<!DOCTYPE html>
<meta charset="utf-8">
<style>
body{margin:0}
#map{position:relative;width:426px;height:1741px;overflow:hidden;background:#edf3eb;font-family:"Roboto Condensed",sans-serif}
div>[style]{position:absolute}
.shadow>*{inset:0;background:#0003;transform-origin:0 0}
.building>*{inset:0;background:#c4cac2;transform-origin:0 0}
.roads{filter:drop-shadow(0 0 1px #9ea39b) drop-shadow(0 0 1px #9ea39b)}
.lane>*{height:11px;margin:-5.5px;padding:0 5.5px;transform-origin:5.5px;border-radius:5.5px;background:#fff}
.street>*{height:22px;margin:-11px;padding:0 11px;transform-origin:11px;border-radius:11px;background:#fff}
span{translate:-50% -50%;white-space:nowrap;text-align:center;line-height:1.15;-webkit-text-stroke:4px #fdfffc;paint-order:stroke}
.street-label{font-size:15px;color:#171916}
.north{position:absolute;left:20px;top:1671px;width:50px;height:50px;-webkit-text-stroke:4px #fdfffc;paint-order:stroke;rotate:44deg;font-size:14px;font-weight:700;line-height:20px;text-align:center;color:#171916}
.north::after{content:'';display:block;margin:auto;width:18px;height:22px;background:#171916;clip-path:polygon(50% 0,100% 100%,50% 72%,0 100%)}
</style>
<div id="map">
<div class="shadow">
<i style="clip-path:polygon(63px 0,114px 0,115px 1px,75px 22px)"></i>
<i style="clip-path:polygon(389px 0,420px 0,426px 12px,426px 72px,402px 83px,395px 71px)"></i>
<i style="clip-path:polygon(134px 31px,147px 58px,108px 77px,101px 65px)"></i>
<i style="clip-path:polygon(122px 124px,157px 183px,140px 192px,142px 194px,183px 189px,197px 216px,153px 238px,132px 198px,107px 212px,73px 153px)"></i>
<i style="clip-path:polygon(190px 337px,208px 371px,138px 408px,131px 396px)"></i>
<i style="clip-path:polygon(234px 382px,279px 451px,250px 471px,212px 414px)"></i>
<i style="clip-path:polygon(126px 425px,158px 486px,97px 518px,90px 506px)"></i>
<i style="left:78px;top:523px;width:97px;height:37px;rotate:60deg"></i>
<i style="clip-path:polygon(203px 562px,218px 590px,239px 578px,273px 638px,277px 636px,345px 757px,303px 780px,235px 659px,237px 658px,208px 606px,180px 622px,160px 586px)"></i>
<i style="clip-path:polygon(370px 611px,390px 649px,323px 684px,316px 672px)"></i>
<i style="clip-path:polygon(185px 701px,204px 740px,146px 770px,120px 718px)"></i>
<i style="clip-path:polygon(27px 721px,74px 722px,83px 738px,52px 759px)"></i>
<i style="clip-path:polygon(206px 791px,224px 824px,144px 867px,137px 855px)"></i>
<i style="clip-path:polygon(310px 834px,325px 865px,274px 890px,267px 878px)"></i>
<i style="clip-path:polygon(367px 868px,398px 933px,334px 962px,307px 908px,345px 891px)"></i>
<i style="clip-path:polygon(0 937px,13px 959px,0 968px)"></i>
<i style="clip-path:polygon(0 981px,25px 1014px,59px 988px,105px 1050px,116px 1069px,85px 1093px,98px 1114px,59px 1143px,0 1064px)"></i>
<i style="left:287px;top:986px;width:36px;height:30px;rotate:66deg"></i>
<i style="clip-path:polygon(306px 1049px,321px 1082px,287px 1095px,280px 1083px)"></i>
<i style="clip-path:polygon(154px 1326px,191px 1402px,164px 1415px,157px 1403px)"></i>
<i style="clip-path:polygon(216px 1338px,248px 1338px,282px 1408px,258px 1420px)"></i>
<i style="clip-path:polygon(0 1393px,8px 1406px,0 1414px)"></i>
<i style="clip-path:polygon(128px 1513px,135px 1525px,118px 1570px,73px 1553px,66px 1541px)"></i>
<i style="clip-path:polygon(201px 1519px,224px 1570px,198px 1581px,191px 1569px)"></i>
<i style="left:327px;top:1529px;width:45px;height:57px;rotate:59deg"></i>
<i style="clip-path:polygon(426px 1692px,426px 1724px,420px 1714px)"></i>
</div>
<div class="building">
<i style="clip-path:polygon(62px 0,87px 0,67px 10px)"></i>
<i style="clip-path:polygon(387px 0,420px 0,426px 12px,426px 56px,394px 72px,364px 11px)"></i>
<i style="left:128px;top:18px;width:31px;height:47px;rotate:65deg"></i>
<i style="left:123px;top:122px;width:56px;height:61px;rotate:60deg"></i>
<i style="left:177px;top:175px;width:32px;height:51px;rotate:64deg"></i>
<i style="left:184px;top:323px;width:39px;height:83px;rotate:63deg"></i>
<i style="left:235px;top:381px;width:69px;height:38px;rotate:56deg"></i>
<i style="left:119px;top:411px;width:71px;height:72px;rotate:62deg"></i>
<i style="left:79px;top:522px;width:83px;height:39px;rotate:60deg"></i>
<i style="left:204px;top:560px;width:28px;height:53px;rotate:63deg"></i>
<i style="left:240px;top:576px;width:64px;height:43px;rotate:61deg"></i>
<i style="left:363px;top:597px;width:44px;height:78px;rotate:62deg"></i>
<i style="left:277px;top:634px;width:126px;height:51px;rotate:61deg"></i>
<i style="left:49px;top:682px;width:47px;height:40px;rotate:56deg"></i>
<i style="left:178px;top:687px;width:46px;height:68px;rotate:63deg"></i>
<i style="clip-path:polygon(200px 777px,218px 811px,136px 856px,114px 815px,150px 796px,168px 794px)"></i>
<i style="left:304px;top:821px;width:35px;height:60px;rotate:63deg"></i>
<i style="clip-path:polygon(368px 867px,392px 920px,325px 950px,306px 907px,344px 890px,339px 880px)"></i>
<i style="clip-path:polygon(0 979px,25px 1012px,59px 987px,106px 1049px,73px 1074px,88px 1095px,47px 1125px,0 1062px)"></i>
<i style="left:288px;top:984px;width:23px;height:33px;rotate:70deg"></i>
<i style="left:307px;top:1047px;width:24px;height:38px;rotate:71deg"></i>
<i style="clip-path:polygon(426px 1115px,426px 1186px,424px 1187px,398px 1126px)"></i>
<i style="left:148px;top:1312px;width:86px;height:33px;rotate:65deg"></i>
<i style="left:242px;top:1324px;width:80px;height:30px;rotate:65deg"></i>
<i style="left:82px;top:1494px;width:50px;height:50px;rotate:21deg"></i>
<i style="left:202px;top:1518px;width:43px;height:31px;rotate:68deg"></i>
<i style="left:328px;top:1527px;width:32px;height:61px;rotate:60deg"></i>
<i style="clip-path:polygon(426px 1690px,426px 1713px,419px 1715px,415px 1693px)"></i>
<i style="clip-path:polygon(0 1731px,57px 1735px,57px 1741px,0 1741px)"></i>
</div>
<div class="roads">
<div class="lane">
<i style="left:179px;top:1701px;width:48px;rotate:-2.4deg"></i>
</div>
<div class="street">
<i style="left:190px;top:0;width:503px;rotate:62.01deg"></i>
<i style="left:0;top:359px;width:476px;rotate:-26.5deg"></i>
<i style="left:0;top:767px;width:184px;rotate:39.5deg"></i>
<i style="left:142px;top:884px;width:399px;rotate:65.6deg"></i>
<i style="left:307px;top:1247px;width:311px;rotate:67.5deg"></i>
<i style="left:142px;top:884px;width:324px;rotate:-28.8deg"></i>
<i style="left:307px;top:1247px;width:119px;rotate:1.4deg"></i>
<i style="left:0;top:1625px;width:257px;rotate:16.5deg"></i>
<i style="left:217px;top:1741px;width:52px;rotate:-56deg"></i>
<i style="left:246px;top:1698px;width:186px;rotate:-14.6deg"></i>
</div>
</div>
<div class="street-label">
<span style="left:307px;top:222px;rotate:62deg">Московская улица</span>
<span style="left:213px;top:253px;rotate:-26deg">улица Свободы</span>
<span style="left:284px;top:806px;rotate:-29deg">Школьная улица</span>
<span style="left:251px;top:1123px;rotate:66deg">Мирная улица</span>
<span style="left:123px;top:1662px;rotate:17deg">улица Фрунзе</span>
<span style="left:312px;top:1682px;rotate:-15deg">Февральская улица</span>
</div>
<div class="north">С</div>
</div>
----------------
Your answer should consist of copies of the lines above that include the string "lane".

▶ [ANSWER SECTION]:
.lane>*{height:11px;margin:-5.5px;padding:0 5.5px;transform-origin:5.5px;border-radius:5.5px;background:#fff}
<div class="lane">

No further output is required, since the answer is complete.